When the bottom of YOU drops out, and the strings in the knots and in the elaborate weaves you’ve woven for yourself begin not to just unravel, but disintegrate between your confused fingertips, you start to get real with yourself real quick.
Illusions tumble away and you really start to *see* yourself. Unclear are your past motivations or reasons for doing anything, but cuttingly clear are the expressions and gestures and missteps and messiness of the body you see before you in a mirror, and of course the vivid mess of multicolored shreds and strings piled at your feet.
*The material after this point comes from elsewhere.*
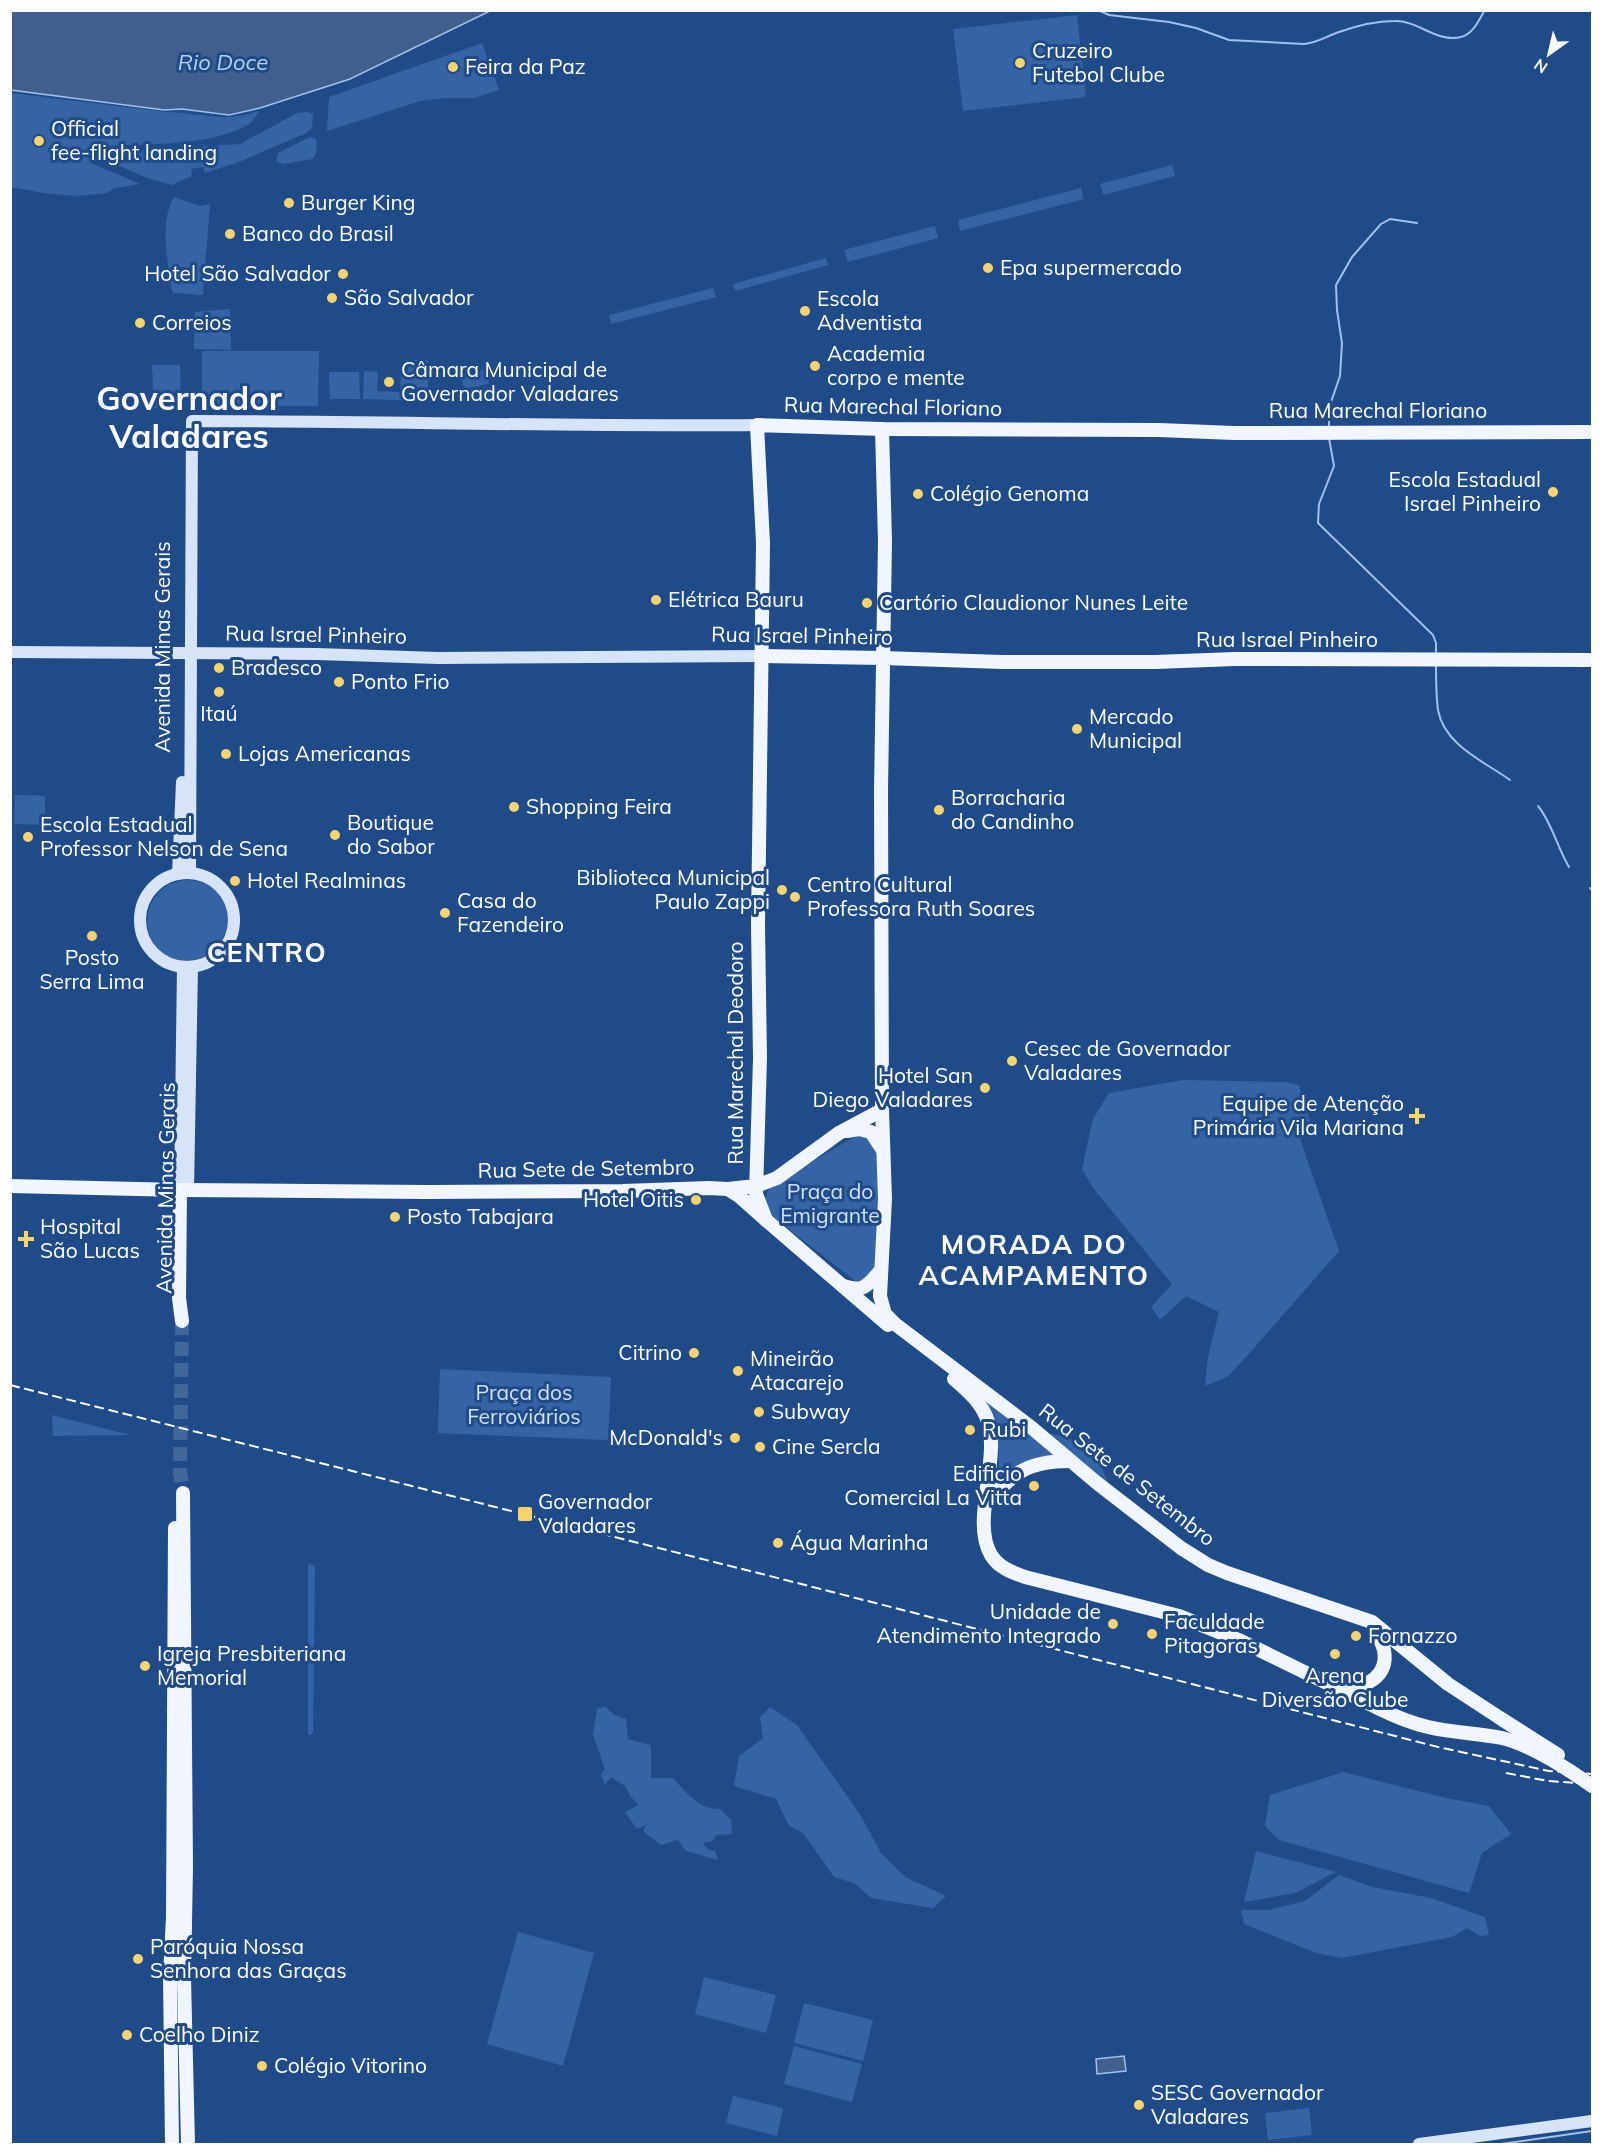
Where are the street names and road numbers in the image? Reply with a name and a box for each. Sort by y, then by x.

That is what happened when my *Thing* didn’t work out. And now, on the other side of hope—on the other side of all of that animating wonder for the thing that was not to be—I wonder why (at all) the thing took shape in me. Why did the hope or idea take shape with such certainty in me? It is easier to discount the truth—the realness— the validity of the thing into whose arc I threw myself. But along side of the failure, it still stirred up truth, and realness and validity in me and those things leave room for purpose. So maybe doubting the thing is not the way to examine it, or even to doubt at all, but to examine my hope, my certainty of the outcome.
Many of my most beloved sayings are those that describe exactness in the mess, beauty in the chaos, knowing that life should not be organized but radical, that we are all together fully messed up and are wrecks, and are also fully good. We are not simply “either’s” and “or’s”, but “both’s” and “and’s”. We are things riven, but also beautifully given.
And so I share this poem by Christian Wiman. Please give it a read. It’s also beautiful read aloud, so give that a whirl if you will. You can also hear the audio of Christian’s reading by clicking here
“Every Riven Thing”
God goes, belonging to every riven thing he’s made
sing his being simply by being
the thing it is:
stone and tree and sky,
man who sees and sings and wonders why
God goes. Belonging, to every riven thing he’s made,
means a storm of peace.
Think of the atoms inside the stone.
Think of the man who sits alone
trying to will himself into a stillness where
God goes belonging. To every riven thing he’s made
there is given one shade
shaped exactly to the thing itself:
under the tree a darker tree;
under the man the only man to see
God goes belonging to every riven thing. He’s made
the things that bring him near,
made the mind that makes him go.
A part of what man knows,
apart from what man knows,
God goes belonging to every riven thing he’s made.